Chapter 11 Head and Neck
Head and neck is the colloquial term used for the face and underlying structures of the upper respiratory and alimentary tracts, the ears, and the neck organs. The diseases of this area are usually treated by dentists and oral surgeons and otorhinolaryngologists (ear, nose, and throat specialists).
Caries is a dental disease characterized by decay of enamel and dentin caused by bacteria. The most important pathogen is the acid-producing Streptococcus mutans, which thrives in saliva that contains residual sugar from the food. The attachment of bacteria to teeth is promoted by the formation of plaques (i.e., masses of calcified debris and desquamated epithelium that are seen on the surface of enamel).
Figure 11-1 Caries and periodontal diseases. Caries begins as a bacterial plaque (A), which leads to a defect in enamel (B). Deeper defects allow the entry of bacteria into the pulp cavity (C). Pulpitis is a bacterial infection that may extend into the root canal (D). Periodontal disease is caused by bacteria that colonize the gingival pockets (E). Extension of infection into the periapical bone leads to the formation of periapical granuloma (F).
(From Damjanov I: Pathology for the Health-Related Professions, 3rd ed. Philadelphia, Saunders, 2006, p. 230.)
Periodontitis is the inflammation of the periodontal recesses, involving the gingiva, periodontal membrane, and alveolar bone of the tooth socket. It may be associated with gingivitis, pyorrhea (pus oozing from the tooth socket), resorption of the peridental bone, and loosening and loss of teeth. Periodontal disease is the most common cause of tooth loss in the United States.
Exudative pharyngitis with swollen lymph nodes, hairy leukoplakia in acquired immune deficiency disease
HSV-1 infection often involves the mouth. Most often, it causes clusters of small vesicles on the lips (herpes labialis), but it may also cause widespread gingivostomatitis.

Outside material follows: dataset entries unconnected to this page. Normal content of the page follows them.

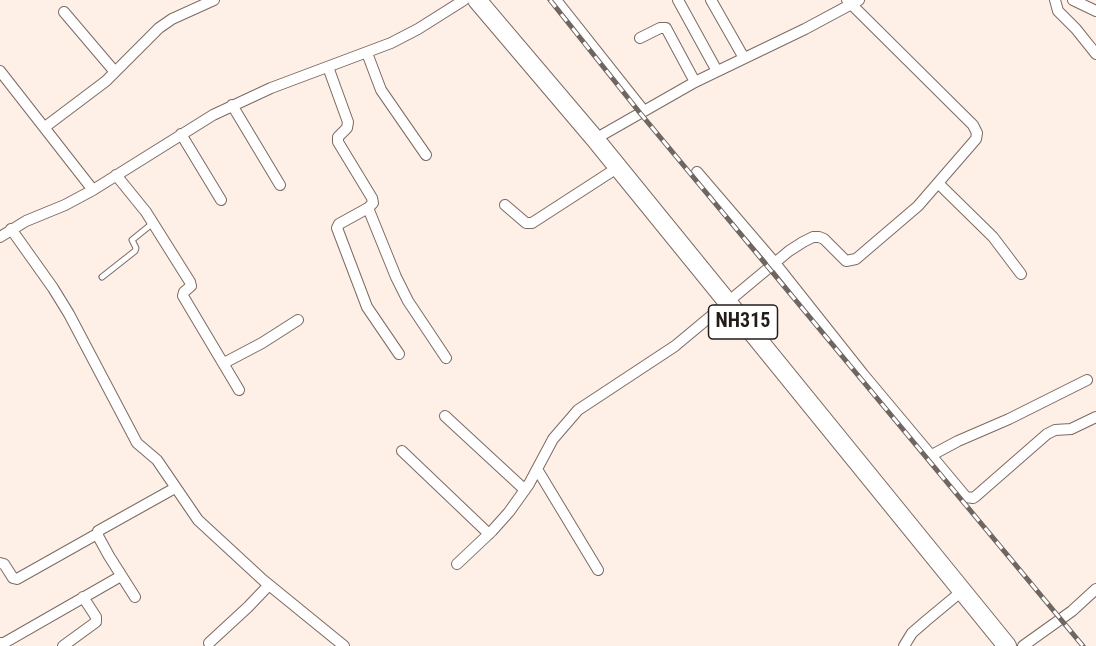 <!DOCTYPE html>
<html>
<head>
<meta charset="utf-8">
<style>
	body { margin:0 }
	canvas { display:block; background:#feefe7 }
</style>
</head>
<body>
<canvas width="1096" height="646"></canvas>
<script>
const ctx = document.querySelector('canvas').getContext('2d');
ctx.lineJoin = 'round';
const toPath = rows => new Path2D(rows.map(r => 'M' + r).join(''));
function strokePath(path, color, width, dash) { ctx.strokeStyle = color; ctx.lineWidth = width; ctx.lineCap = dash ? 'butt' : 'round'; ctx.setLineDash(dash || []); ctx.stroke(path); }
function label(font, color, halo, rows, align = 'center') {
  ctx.font = font + ' "Roboto Condensed",sans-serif'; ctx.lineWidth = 6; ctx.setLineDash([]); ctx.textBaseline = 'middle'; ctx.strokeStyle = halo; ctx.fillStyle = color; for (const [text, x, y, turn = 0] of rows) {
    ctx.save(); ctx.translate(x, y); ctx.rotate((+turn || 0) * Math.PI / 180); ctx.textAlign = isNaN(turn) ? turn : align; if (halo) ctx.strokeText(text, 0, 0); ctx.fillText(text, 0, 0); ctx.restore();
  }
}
const lane = toPath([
	[102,277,135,251,136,248,132,240,153,223]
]);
const street = toPath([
	[556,0,644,111],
	[678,0,717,71],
	[711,0,744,58],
	[1055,0,1058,11,1076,29,1096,54],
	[1073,0,1096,11],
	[64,12,115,72],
	[640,38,660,28,666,28,695,82],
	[367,53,381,90,426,155],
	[328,67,348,122,347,128,338,137,338,142,372,198,373,203,368,208,396,277,408,301,446,358],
	[0,71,93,190],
	[232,105,280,185],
	[45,127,106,81,159,28,172,19,214,0],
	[181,134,221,200],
	[595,139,695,82,805,29,859,0],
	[697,172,775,263,863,374,966,497,973,498,976,496,1047,434,1055,430,1071,429,1096,417],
	[116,175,146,212,190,282,191,286,184,292,183,296,239,390],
	[939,184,993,237,1021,274],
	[505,205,526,223,532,223,617,168],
	[368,208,339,224,337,228,367,307,399,354],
	[11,229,53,288,69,314,137,443,157,460,198,520,263,580,344,646],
	[0,237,26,221,65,205,93,190,213,115,271,88,391,43,418,29,464,0],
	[224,363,262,343,298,320],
	[445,416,525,490],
	[402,451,489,534],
	[930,456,958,441,1009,419,1087,380],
	[537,469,598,570],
	[0,563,4,564,13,578,17,579,97,534],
	[457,564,492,531,509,512,529,484,553,439,578,410,675,346,789,251,803,242,813,237,819,237,824,239,846,261,856,259,918,206,976,139,977,133,973,125,847,0],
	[135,597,109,556,98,536,98,531,175,488],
	[0,643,4,643,121,576],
	[209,643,248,607,269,585],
	[63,646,96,622,96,617,83,597],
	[904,646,912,633,927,620,962,591],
	[1023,646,1072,611,1096,589]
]);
const highway = toPath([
	[477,0,595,139,1007,646]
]);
const rail = toPath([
	[550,0,640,113,1083,646]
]);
const shields = [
	[743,322,69]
];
const shieldNames = [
	["NH315",743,322]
];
strokePath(lane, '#7b6b63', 7);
strokePath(street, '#7b6b63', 12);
strokePath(highway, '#7b6b63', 20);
strokePath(lane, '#fff', 5);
strokePath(street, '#fff', 10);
strokePath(highway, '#fff', 18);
strokePath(rail, '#6f6661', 5);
strokePath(rail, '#fff', 3, [9]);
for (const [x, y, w] of shields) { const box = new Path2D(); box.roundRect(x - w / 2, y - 17, w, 34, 4.5); ctx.fillStyle = '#fff'; ctx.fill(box); strokePath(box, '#231d19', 1.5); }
label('bold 20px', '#231d19', null, shieldNames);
</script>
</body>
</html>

Blisters tend to rupture and transform into ulcers, which form a crust and heal spontaneously.
Following the initial HSV-1 infection, the virus migrates along the facial nerves into the trigeminal ganglion, where it may remain in a dormant form indefinitely. Various other infections and even stressful conditions may activate the virus in the trigeminal ganglion. Activated viruses migrate along the nerves into the labial mucosa or skin, and thus herpetic vesicles reappear. Most often, reactivation of HSV-1 occurs after the common cold, which is why the herpetic vesicles are often called cold sores or fever blisters.
Herpangina is an acute vesicoulcerative mucosal infection caused by Coxsackie A virus. It tends to occur in epidemics and affects small children. It begins in the form of vesiculopapular red lesions on the tonsils, soft palate, and uvula. These lesions are painful and ulcerate but heal spontaneously over a period of 2 to 5 days.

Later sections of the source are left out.